We are a Country in favor of redistribution, national weakness and reduced standard of living and lower and lower levels of personal freedom. My regret, Lord, is that our young people, including .those in my own family, never will know what America was like or might have been. They will pay the price in their reduced standard of living and, most especially, reduced freedom.
The takers outvoted the producers. In response to this, I have turned to my Bible and in II Peter, Chapter 1, verses 4-9 it says, ‘To faith we are to add goodness; to goodness, knowledge; to knowledge, self control; to self control, perseverance; to perseverance, godliness; to godliness, kindness; to brotherly kindness, love.’
Lord, please forgive me and anyone with me in Murray Energy Corp. for the decisions that we are now forced to make to preserve the very existence of any of the enterprises that you have helped us build. We ask for your guidance in this drastic time with the drastic decisions that will be made to have any hope of our survival as an American business enterprise.
Amen.”

With that, Murray announced he was firing more than 150 of his miners. Firing so many employees may well have been the fulfillment of a promise.

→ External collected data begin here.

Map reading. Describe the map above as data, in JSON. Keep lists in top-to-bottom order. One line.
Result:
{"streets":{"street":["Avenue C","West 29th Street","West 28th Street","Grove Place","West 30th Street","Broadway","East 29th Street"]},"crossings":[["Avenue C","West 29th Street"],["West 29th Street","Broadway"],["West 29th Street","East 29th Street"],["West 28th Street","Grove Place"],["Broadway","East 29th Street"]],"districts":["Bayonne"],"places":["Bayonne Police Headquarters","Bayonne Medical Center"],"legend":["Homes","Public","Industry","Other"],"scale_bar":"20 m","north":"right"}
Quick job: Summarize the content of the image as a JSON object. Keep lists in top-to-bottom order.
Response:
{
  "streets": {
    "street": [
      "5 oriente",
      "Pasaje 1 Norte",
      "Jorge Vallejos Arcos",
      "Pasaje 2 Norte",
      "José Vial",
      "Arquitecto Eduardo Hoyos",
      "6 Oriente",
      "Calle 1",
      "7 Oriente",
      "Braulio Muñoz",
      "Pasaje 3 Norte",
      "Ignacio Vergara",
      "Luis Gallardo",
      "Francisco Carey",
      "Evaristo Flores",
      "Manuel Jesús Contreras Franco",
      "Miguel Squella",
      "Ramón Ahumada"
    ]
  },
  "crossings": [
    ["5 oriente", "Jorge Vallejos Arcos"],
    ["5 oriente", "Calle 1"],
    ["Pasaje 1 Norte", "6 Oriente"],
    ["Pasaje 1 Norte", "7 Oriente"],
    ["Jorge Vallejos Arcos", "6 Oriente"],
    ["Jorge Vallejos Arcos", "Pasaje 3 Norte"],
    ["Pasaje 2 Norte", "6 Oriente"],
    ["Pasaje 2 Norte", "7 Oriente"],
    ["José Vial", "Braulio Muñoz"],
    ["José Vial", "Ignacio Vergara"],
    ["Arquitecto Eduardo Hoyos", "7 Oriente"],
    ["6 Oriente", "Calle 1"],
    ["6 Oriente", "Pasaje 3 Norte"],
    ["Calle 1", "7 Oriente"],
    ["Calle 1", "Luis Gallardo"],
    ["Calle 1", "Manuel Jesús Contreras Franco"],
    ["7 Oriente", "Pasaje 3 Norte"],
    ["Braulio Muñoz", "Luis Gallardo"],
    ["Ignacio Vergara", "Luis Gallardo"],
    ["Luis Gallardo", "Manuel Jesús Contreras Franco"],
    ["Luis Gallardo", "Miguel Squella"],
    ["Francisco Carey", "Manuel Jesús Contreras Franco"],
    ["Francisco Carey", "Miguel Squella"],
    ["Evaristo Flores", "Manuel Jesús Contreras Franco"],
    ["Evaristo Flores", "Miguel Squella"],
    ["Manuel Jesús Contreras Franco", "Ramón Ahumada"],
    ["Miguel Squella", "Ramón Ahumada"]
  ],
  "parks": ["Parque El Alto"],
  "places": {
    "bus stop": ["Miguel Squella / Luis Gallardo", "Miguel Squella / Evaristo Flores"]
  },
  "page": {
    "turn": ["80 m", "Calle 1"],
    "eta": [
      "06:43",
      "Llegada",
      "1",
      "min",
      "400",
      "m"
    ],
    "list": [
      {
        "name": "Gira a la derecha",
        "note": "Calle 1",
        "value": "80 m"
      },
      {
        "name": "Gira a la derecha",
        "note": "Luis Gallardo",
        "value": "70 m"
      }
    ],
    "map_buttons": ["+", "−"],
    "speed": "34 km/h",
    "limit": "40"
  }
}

“... a review of letters and memos to Murray employees, suggest that coercion may also explain Murray staffers’ financial support [...] Murray, it turns out, has for years pressured salaried employees to give to the Murray Energy political action committee (PAC) and to Republican candidates chosen by the company. Internal documents show that company officials track who is and is not giving. The sources say that those who do not give are at risk of being demoted or missing out on bonuses, claims Murray denies.
The Murray sources, who requested anonymity for fear of retribution, came forward separately. But they painted similar pictures of the fund-raising operation. ‘There’s a lot of *883coercion,’ says one of them. T just wanted to work, but you feel this constant pressure that, if you don’t contribute, your job’s at stake. You’re compelled to do this whether you want to or not.” Says the second: ‘They will give you a call if you’re not giving ... It’s expected you give Mr. Murray what he asks for.’
[...]
A September 2010 letter [Exhibit B, the last page of the PDF file ] lamenting insufficient contributions to the company PAC is more pointed. ‘The response to this letter of appeal has been poor,’ Murray writes. ‘We have only a little over a month left to go in this election fight. If we do not win it, the coal industry will be eliminated and so will your job, if you want to remain in this industry.”
So that’s Cuccinelli’s largest individual donor from the last cycle. $30,000 from an extremist billionaire that is funding an Obama impeachment effort, that allegedly extorts money from his low-wage employees, and fires his workforce wholesale in fits of spite when electoral results disappoint him.
In light of Consol and Star Scientific scandals, Murray’s status as the largest individual donor to Cuccinelli’s campaign should raise questions in Virginia: What does Bob Murray expect in return for his investment? (It’s worth noting that Murray Energy has no mining presence in Virginia.) What promises has Cucci-nelli made to Murray Energy and Bob Murray? Does Murray Energy have any pending business before the state of Virginia? Does Bob Murray have any business before the Office of the Attorney General?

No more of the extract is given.